Local Competition and Stochasticity for Adversarial Robustness in Deep Learning
This work provides a novel approach to enhance adversarial robustness for deep learning models, which is a critical problem for deploying AI systems in security-sensitive applications.
This paper introduces deep networks with stochastic local winner-takes-all (LWTA) activations combined with Bayesian non-parametrics to improve adversarial robustness. The method achieves state-of-the-art performance against powerful adversarial attack schemes on benchmark datasets.
This work addresses adversarial robustness in deep learning by considering deep networks with stochastic local winner-takes-all (LWTA) activations. This type of network units result in sparse representations from each model layer, as the units are organized in blocks where only one unit generates a non-zero output.

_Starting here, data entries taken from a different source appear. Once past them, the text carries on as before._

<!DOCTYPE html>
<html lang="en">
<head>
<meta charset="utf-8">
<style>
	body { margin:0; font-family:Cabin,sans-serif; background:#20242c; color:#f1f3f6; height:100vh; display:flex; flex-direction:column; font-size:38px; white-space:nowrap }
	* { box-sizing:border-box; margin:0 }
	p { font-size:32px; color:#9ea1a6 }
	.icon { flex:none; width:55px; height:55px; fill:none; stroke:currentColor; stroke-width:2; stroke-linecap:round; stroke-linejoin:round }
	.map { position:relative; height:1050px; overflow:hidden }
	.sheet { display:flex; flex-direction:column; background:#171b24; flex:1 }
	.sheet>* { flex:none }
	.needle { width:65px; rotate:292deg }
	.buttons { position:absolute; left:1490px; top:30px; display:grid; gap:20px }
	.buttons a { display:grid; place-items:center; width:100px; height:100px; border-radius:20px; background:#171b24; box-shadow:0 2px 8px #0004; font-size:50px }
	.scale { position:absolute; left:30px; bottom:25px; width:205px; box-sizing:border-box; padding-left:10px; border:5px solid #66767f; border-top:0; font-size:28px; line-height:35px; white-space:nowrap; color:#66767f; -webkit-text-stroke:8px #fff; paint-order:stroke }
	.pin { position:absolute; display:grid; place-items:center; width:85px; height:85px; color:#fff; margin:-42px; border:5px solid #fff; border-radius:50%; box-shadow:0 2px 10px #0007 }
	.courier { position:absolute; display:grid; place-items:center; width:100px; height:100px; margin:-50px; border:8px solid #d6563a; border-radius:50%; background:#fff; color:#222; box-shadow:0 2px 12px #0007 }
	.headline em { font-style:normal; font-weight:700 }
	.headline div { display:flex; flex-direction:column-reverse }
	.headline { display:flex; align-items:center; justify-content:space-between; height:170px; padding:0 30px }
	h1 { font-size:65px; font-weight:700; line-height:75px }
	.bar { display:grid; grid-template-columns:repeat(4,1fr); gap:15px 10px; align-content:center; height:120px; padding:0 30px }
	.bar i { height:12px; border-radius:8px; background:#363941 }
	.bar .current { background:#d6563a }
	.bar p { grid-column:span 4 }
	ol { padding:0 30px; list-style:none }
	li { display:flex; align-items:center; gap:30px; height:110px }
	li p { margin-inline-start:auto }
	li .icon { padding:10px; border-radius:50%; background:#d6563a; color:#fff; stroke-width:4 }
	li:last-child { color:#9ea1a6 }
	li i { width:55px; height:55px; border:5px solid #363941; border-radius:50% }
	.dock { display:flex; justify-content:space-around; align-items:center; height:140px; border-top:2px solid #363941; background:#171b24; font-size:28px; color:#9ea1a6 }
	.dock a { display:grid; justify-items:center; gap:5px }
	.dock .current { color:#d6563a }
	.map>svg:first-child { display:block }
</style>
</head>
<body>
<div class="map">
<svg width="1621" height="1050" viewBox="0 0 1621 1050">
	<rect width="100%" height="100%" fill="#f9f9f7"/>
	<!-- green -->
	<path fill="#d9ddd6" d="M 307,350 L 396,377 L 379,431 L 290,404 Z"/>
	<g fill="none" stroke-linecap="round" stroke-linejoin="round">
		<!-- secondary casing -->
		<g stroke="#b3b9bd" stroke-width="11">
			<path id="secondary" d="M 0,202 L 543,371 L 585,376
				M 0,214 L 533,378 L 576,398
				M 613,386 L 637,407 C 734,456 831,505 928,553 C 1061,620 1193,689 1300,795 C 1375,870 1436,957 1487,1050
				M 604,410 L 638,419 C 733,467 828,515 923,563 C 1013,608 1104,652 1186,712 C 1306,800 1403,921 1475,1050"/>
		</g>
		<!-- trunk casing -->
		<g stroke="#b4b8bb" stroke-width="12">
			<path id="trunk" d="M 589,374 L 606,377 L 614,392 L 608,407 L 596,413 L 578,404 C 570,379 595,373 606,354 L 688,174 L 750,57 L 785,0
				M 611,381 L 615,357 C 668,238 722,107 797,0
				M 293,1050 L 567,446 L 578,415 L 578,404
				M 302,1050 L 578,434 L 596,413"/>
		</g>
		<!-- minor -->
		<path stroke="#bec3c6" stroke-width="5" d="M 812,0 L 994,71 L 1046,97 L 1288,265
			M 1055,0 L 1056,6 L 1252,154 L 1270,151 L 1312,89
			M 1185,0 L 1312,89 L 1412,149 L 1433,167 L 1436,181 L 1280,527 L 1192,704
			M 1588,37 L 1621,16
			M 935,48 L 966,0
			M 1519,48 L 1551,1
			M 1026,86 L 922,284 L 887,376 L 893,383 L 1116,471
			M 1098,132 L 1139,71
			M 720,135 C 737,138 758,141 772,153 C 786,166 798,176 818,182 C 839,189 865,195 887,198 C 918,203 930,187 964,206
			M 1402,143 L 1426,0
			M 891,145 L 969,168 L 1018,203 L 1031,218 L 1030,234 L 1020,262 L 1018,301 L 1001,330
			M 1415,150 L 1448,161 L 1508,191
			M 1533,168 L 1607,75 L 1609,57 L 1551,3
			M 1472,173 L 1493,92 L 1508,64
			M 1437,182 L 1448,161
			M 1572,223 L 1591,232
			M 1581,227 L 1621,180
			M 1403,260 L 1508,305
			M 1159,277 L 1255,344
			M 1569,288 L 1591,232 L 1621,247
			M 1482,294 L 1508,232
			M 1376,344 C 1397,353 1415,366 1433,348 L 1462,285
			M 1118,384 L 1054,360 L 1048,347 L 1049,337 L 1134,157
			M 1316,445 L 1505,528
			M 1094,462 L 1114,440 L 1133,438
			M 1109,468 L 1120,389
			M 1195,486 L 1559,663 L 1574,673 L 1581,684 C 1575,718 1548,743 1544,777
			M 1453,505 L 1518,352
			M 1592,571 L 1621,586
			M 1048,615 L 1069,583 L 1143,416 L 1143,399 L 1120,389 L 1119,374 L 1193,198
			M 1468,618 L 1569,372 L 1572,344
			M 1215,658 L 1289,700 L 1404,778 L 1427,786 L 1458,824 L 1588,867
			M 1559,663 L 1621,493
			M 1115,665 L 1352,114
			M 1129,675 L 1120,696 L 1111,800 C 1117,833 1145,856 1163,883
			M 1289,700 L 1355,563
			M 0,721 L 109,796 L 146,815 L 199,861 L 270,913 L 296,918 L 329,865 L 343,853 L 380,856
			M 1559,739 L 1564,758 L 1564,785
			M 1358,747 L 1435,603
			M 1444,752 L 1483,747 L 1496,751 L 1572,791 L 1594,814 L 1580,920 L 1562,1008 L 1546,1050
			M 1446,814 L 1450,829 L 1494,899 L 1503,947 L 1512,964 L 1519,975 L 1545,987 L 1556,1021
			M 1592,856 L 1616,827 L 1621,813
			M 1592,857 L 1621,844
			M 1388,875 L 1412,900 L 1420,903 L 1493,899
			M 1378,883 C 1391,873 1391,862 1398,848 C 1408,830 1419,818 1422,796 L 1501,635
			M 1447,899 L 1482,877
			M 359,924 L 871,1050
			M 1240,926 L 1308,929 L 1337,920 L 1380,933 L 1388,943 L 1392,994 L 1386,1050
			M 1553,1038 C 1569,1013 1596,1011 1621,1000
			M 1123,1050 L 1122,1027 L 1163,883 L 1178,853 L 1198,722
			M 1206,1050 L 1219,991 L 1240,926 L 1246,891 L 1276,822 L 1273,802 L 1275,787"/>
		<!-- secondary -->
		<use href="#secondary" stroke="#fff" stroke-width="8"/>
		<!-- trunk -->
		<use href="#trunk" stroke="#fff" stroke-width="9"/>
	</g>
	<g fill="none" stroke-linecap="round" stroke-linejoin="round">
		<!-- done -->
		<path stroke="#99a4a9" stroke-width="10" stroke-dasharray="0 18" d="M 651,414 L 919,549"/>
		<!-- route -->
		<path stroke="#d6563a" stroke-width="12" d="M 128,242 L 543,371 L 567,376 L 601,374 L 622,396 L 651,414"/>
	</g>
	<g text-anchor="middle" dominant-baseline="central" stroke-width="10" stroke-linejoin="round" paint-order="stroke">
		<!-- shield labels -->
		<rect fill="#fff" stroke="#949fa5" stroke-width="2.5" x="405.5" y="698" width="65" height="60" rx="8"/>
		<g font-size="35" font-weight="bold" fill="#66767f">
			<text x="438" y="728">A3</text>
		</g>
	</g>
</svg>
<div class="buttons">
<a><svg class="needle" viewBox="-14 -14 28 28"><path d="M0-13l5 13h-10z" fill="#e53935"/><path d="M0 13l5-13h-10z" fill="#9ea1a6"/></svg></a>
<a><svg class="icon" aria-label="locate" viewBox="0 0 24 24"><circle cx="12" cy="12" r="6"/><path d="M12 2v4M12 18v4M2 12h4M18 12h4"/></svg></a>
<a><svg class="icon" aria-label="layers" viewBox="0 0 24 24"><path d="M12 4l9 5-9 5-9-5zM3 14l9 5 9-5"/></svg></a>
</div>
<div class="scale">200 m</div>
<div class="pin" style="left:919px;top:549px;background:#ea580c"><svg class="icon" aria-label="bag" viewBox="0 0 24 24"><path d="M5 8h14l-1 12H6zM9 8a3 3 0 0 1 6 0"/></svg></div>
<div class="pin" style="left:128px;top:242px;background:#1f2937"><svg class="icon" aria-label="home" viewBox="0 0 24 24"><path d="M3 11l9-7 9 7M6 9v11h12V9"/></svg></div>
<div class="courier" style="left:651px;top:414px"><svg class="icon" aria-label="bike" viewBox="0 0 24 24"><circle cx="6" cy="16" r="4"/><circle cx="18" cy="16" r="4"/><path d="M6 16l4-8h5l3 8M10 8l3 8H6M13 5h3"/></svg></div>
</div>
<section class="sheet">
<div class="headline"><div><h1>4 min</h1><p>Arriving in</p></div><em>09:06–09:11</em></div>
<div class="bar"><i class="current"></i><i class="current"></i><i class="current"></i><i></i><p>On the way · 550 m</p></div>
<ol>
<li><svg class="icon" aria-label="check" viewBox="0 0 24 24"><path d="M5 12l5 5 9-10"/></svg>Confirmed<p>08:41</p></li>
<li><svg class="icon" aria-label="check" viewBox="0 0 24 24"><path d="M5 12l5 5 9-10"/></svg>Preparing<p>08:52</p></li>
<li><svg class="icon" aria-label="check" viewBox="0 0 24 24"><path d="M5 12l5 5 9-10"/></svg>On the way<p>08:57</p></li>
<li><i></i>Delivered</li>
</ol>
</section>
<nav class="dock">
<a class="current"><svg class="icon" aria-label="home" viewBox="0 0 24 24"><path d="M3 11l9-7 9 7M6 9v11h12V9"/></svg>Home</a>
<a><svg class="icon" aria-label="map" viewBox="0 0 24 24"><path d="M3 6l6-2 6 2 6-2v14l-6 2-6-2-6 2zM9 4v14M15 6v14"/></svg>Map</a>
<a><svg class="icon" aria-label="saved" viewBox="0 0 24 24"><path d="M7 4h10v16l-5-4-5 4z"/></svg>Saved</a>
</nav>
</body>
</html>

The main operating principle of the introduced units lies on stochastic arguments, as the network performs posterior sampling over competing units to select the winner. We combine these LWTA arguments with tools from the field of Bayesian non-parametrics, specifically the stick-breaking construction of the Indian Buffet Process, to allow for inferring the sub-part of each layer that is essential for modeling the data at hand. Then, inference is performed by means of stochastic variational Bayes. We perform a thorough experimental evaluation of our model using benchmark datasets. As we show, our method achieves high robustness to adversarial perturbations, with state-of-the-art performance in powerful adversarial attack schemes.